Esta es la razón principal que impulsa una guerra intercapitalista (por ahora larvada) entre el eje de potencias emergentes, por un lado, y el eje de las potencias hegemónicas occidentales, por el otro.
Los países que concentran recursos estratégicos esenciales para la supervivencia de la civilización capitalista (como es el caso de Irán y de las naciones petroleras del mundo islámico) van a ser el teatro de operaciones de esos conflictos que hoy permanecen latentes y a la espera de un detonante.
Este escenario (con desenlace en un corto plazo) convierte a Irán en un país clave para el futuro inmediato del sistema capitalista donde las potencias buscan posicionarse para supervivir en un planeta donde el petróleo y los recursos estratégicos se agotan.

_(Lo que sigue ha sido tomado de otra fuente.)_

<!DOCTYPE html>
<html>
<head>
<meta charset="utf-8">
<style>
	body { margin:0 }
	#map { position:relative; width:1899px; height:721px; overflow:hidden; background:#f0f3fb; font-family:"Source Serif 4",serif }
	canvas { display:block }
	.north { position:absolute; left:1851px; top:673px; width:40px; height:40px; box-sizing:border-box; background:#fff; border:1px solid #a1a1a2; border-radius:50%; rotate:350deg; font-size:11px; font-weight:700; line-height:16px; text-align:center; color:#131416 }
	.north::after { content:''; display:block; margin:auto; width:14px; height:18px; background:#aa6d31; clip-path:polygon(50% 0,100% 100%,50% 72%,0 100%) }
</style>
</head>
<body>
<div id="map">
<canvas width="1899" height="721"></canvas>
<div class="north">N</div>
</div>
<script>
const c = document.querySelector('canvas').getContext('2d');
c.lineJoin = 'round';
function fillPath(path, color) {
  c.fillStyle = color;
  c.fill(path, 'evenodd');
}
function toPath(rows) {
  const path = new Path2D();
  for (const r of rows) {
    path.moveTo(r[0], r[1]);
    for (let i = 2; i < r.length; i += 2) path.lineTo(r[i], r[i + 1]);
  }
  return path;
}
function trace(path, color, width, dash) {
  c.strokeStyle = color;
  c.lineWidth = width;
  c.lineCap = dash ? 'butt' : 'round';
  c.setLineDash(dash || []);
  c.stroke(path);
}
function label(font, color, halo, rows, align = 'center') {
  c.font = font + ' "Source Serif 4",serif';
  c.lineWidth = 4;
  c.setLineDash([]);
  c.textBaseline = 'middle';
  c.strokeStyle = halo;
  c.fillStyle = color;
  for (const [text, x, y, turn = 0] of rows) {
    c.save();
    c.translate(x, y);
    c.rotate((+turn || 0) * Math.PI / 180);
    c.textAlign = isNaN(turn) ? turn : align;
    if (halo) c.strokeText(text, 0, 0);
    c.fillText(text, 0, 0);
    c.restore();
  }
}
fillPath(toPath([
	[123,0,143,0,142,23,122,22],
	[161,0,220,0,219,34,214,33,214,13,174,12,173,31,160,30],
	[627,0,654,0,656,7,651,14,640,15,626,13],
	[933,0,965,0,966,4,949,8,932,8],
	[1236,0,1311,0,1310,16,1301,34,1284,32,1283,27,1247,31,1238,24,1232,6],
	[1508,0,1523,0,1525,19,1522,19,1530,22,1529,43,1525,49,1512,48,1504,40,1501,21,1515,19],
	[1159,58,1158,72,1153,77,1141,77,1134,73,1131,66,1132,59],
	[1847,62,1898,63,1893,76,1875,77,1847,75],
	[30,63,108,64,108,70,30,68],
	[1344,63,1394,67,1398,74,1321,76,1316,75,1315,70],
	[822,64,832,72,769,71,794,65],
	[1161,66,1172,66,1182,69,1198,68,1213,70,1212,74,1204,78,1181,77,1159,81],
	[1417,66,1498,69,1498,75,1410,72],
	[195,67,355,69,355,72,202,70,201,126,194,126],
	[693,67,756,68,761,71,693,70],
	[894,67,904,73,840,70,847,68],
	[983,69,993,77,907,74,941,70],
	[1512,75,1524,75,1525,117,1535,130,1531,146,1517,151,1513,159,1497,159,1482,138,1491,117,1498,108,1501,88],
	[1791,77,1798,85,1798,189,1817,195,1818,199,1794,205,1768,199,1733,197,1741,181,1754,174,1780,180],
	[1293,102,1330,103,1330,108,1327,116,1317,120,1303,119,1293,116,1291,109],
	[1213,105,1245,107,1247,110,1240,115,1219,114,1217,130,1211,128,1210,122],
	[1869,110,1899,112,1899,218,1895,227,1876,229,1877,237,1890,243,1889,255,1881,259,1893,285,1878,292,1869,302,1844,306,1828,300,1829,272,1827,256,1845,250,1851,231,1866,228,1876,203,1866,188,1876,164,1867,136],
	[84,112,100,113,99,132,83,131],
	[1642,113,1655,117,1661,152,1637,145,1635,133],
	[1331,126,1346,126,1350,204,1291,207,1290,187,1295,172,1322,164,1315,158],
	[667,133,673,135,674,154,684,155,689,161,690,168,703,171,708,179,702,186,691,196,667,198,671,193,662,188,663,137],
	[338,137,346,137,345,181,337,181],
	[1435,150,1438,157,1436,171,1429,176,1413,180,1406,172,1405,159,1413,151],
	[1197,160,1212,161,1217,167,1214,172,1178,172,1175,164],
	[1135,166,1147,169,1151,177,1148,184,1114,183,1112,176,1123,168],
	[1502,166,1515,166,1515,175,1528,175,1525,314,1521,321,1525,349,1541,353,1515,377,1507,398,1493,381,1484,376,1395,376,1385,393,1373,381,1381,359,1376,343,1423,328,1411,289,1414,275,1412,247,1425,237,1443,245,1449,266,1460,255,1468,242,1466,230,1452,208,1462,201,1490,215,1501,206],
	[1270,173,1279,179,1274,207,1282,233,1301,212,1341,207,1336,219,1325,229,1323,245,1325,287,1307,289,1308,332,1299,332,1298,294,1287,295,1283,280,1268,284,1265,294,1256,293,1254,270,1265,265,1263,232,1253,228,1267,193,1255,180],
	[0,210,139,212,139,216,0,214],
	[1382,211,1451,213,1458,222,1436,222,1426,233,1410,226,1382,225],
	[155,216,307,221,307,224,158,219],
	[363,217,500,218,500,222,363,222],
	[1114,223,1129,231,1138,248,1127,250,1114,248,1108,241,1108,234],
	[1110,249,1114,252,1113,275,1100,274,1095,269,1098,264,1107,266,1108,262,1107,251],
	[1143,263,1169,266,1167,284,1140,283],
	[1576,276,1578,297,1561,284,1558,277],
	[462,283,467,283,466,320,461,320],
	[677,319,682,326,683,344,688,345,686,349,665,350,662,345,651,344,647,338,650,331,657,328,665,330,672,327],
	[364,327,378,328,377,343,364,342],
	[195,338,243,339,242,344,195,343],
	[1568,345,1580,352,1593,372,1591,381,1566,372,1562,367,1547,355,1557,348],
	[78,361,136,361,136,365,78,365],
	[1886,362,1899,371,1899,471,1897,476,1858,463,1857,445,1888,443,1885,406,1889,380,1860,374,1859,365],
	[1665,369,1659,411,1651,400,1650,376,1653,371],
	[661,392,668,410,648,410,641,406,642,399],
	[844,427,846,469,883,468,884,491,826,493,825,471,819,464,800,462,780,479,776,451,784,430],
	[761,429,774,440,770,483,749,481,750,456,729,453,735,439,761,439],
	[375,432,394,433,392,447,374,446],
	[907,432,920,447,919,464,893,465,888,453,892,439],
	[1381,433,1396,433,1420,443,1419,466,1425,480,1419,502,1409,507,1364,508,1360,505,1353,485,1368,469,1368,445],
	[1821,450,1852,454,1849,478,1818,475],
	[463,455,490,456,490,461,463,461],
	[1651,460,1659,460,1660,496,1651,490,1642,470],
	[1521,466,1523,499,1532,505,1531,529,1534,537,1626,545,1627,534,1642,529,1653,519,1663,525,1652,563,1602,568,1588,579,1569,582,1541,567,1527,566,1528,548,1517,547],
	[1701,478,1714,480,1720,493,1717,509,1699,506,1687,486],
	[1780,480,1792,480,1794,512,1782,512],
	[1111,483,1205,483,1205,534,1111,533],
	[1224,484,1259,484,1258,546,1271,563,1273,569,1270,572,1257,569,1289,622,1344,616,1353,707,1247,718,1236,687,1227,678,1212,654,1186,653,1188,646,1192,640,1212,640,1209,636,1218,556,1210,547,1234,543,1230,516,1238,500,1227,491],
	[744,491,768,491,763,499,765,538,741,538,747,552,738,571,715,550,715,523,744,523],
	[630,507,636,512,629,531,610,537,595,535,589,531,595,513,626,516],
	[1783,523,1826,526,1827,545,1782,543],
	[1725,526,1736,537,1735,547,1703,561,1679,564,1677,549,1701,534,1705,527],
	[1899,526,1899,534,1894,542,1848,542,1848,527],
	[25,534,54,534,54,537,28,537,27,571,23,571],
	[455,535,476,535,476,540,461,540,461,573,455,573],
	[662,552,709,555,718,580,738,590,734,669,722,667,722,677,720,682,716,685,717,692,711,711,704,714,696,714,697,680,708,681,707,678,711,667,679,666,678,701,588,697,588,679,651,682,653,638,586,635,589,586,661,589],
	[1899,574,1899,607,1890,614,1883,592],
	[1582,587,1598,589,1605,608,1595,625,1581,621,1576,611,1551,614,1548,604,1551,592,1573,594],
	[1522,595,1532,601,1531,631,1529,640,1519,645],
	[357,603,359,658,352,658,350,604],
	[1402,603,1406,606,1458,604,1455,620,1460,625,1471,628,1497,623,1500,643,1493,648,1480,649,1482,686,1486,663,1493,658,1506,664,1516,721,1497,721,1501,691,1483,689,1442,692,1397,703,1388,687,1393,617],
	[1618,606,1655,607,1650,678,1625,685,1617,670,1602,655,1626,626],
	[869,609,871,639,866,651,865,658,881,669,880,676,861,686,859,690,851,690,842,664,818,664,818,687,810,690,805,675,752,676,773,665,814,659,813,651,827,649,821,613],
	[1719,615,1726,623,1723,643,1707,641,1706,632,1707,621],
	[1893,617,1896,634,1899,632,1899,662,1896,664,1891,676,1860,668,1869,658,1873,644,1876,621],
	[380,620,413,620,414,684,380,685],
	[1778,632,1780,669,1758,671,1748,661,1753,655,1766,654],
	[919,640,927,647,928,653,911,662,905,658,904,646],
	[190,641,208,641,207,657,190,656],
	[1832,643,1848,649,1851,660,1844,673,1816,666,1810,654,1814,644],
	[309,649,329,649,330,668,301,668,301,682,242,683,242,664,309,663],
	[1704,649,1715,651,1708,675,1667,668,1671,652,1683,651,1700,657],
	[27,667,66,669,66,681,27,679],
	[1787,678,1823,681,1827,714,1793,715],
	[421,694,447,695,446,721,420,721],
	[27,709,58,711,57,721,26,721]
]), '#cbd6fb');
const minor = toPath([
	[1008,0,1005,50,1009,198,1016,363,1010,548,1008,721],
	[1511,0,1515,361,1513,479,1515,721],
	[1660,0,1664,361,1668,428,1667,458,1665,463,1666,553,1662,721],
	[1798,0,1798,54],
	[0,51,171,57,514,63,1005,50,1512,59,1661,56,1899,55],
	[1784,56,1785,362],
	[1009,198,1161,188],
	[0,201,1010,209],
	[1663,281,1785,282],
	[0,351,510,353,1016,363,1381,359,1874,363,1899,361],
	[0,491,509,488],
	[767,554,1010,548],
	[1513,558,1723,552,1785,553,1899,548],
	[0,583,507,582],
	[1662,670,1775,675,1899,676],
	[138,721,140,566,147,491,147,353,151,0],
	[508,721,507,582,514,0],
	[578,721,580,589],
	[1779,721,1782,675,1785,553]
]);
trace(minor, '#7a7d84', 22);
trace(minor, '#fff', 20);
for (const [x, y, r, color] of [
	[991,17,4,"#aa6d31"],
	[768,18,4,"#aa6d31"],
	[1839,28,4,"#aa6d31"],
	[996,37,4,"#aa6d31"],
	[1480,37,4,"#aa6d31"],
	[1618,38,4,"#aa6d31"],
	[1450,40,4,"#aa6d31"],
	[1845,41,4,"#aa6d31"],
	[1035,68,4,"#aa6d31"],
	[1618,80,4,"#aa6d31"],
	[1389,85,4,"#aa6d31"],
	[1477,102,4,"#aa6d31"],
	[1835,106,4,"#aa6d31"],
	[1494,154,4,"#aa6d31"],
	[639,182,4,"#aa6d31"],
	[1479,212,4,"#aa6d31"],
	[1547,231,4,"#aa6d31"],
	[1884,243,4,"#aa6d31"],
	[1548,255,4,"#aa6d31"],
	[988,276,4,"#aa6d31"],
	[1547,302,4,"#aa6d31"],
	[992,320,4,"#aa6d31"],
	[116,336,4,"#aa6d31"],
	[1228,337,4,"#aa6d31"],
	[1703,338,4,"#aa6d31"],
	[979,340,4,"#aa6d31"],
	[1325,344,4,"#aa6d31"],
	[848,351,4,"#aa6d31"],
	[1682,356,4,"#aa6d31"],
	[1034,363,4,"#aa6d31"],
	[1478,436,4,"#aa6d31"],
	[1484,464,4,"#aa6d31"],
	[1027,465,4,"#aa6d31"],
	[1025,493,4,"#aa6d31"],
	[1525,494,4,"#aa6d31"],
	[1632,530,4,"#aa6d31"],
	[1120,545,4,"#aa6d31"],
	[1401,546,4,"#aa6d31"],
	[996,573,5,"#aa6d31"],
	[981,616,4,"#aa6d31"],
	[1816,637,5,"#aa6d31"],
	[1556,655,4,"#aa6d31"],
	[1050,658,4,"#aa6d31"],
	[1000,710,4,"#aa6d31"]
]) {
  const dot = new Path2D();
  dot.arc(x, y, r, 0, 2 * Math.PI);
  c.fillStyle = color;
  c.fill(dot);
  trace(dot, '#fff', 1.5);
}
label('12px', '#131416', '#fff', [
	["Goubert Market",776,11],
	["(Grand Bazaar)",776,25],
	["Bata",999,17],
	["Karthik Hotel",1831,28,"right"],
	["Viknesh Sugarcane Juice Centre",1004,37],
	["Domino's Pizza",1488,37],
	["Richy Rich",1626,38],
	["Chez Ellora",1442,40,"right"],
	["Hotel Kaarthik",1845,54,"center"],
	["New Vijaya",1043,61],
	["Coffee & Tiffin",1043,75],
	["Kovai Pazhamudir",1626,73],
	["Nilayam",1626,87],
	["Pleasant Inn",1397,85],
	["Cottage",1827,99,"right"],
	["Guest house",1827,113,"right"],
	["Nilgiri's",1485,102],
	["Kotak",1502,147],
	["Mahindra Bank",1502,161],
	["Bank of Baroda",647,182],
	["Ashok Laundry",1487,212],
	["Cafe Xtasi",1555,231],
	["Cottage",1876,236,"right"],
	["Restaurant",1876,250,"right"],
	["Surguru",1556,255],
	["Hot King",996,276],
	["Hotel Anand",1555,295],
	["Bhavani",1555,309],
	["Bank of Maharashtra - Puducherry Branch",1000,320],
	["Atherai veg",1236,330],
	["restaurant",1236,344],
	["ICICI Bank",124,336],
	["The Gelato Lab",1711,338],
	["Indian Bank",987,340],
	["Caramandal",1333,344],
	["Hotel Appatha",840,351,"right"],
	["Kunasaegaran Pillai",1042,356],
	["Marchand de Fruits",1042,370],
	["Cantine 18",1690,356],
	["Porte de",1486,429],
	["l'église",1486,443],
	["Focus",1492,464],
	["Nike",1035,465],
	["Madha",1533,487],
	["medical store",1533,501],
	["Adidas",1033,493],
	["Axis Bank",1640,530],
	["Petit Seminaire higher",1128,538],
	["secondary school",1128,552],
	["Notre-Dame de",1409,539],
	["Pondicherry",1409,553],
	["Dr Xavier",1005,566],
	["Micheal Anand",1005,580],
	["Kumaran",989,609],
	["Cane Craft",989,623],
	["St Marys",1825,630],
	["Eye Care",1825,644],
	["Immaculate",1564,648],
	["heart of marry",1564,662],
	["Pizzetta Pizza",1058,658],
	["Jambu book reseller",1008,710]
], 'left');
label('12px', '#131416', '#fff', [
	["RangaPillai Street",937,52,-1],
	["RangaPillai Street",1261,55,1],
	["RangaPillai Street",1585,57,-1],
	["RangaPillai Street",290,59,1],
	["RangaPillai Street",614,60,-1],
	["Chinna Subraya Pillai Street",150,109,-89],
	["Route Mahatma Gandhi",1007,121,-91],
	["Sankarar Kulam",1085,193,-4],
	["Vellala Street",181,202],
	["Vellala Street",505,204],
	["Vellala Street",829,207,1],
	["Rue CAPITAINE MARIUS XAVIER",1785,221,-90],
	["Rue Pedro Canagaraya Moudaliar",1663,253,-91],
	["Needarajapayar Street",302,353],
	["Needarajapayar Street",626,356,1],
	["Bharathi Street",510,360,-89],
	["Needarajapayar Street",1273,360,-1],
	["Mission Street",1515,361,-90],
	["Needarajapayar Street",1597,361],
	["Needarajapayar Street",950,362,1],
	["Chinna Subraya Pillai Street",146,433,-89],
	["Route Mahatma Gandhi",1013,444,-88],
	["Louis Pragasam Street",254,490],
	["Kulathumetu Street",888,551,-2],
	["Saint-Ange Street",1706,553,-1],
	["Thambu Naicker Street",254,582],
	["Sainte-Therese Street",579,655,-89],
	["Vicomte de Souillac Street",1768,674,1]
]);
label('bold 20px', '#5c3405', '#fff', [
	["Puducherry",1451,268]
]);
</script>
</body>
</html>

Un nuevo estallido militar de la guerra energética, tanto en el Cáucaso (con Rusia como protagonista) como en Medio Oriente va a tener a Irán como un protagonista central.
Irán, un gigante que comparte fronteras con Irak, Turquía, Afganistán y Pakistán, que limita al noreste con el Mar Caspio y toca al suroeste sus fronteras con el Golfo Pérsico, se convierte en la caja de resonancia estratégica de cualquier conflicto que estalle en el Cáucaso o en los corredores euroasiáticos del gas y petróleo.
Tanto Pakistán (un gigante islámico con poder nuclear) y Afganistán (dominado por un conflicto armado con los talibanes) conforman una llave estratégica para el dominio y control militar del llamado «triángulo petrolero» (Mar Negro-Mar Caspio-Golfo Pérsico), donde se concentra más del 70% de la producción petrolera y gasífera mundial, un elemento clave para la supervivencia futura de las potencias capitalistas del eje USA-UE.
Irán, que controla el Estrecho de Ormuz, por donde pasa el 40% de la producción mundial petrolera, además ‑con su posibilidad de tener un bomba nuclear- pone en peligro la supervivencia del Estado de Israel y la supremacía del control económico, geopolítico y militar estratégico del poder imperial USA-UE en la decisiva región del Medio Oriente y del Golfo Pérsico.
Así como Rusia representa para el eje USA-UE la «barrera» geopolítica y militar a vencer para la conquista de Eurasia y de sus recursos energéticos (vitales para la supervivencia futura del eje USA-UE), Irán es la piedra que hay que remover para complementar el control sobre las rutas y las reservas energéticas del Medio Oriente.
En estas líneas matrices, y no como resultante de una disputa electoral, hay que buscar la resolución de la trama y el desenlace del conflicto iraní que la prensa internacional y sus analistas presentan como una pelea electoral en «fundamentalistas» y «reformistas».
En resumen, por las líneas fronterizas de Irán hoy se escriben a corto plazo los ejes matrices y las coordenadas de un desenlace internacional de la guerra intercapitalista por el petróleo y los recursos estratégicos.
«Reformistas» y «fundamentalistas» son solo piezas funcionales de ese tablero en Irán.